A U.S. Army soldier fighting from behind a barricade made of sandbags and ammunition boxes with a Fusil Mitrailleur Modéle 1915 CSRG Chauchat Light Machine Gun on the western front during World War I. This model of Chauchat was chambered for the French 8x50R Lebel cartridge. (National Archives)

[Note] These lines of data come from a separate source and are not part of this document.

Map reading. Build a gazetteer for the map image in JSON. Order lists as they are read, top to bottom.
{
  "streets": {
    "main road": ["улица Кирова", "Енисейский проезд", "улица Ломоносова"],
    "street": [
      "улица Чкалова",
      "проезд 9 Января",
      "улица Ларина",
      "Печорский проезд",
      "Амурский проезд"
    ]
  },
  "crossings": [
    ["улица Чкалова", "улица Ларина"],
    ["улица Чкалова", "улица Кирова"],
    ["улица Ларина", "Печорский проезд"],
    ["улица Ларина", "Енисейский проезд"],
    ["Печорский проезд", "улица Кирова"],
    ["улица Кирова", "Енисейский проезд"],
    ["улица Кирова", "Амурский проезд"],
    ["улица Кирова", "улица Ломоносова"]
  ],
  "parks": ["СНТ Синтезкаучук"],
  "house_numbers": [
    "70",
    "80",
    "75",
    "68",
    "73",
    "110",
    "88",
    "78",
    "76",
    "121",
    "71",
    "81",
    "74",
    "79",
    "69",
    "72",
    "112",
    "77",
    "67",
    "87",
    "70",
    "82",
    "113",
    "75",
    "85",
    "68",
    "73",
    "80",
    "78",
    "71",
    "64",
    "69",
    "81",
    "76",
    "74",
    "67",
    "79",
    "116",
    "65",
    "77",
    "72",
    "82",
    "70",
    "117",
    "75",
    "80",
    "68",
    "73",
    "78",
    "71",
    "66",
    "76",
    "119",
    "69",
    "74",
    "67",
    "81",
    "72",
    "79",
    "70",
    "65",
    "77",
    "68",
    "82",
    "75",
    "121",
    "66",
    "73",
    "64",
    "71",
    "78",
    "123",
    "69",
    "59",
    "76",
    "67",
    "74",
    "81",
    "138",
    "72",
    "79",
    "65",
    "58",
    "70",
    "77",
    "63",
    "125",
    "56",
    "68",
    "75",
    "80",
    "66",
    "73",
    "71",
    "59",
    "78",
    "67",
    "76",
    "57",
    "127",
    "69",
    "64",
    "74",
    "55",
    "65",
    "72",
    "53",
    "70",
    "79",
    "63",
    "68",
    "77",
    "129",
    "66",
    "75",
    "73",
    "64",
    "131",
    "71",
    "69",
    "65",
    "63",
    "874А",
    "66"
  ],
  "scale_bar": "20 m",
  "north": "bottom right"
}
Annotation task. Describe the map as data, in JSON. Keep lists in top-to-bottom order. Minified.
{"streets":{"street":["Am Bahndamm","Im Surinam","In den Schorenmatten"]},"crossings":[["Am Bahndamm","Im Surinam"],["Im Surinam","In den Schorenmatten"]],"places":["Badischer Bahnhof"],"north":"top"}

Despite its reputation, the "Fusil Mitrailleur Modéle 1915 CSRG" served effectively in combat for the French military chambered for the 8x50R Lebel cartridge, the Belgian military in 7.65x53 mm, and the Polish military in 7.92x57 mm Mauser. It was when the Chauchat was redesigned for the U.S. military in .30-'06 Sprg. as the Model 1918 that the real problems were encountered. This modification of the existing design required a different magazine, a modified magazine well, and a relocated foregrip. It retained the original’s long-stroke recoil-operating system, which was largely based on John Browning’s patented design for the Remington Model 8 autoloading rifle. But the chambers in the .30-cal. Chauchat Model 1918 were not reamed deeply enough, and the guns experienced failures as a result. Nevertheless, the American Expeditionary Force made extensive use of Model 1915 CSRGs in 8 mm Lebel during the First World War. In fact, three U.S. Army soldiers earned the Medal of Honor during the Meuse-Argonne Offensive using the Chauchat—Pvt. Frank J. Bart from C Company, 9th Infantry Regiment, 2nd Infantry Division, Pvt. Thomas C. Neibaur from M Company, 167th Infantry Regiment, 42nd Infantry Division, and Pvt. Nels T. Wold from I Company, 138th Infantry Regiment, 35th Infantry Division. You can read their citations below.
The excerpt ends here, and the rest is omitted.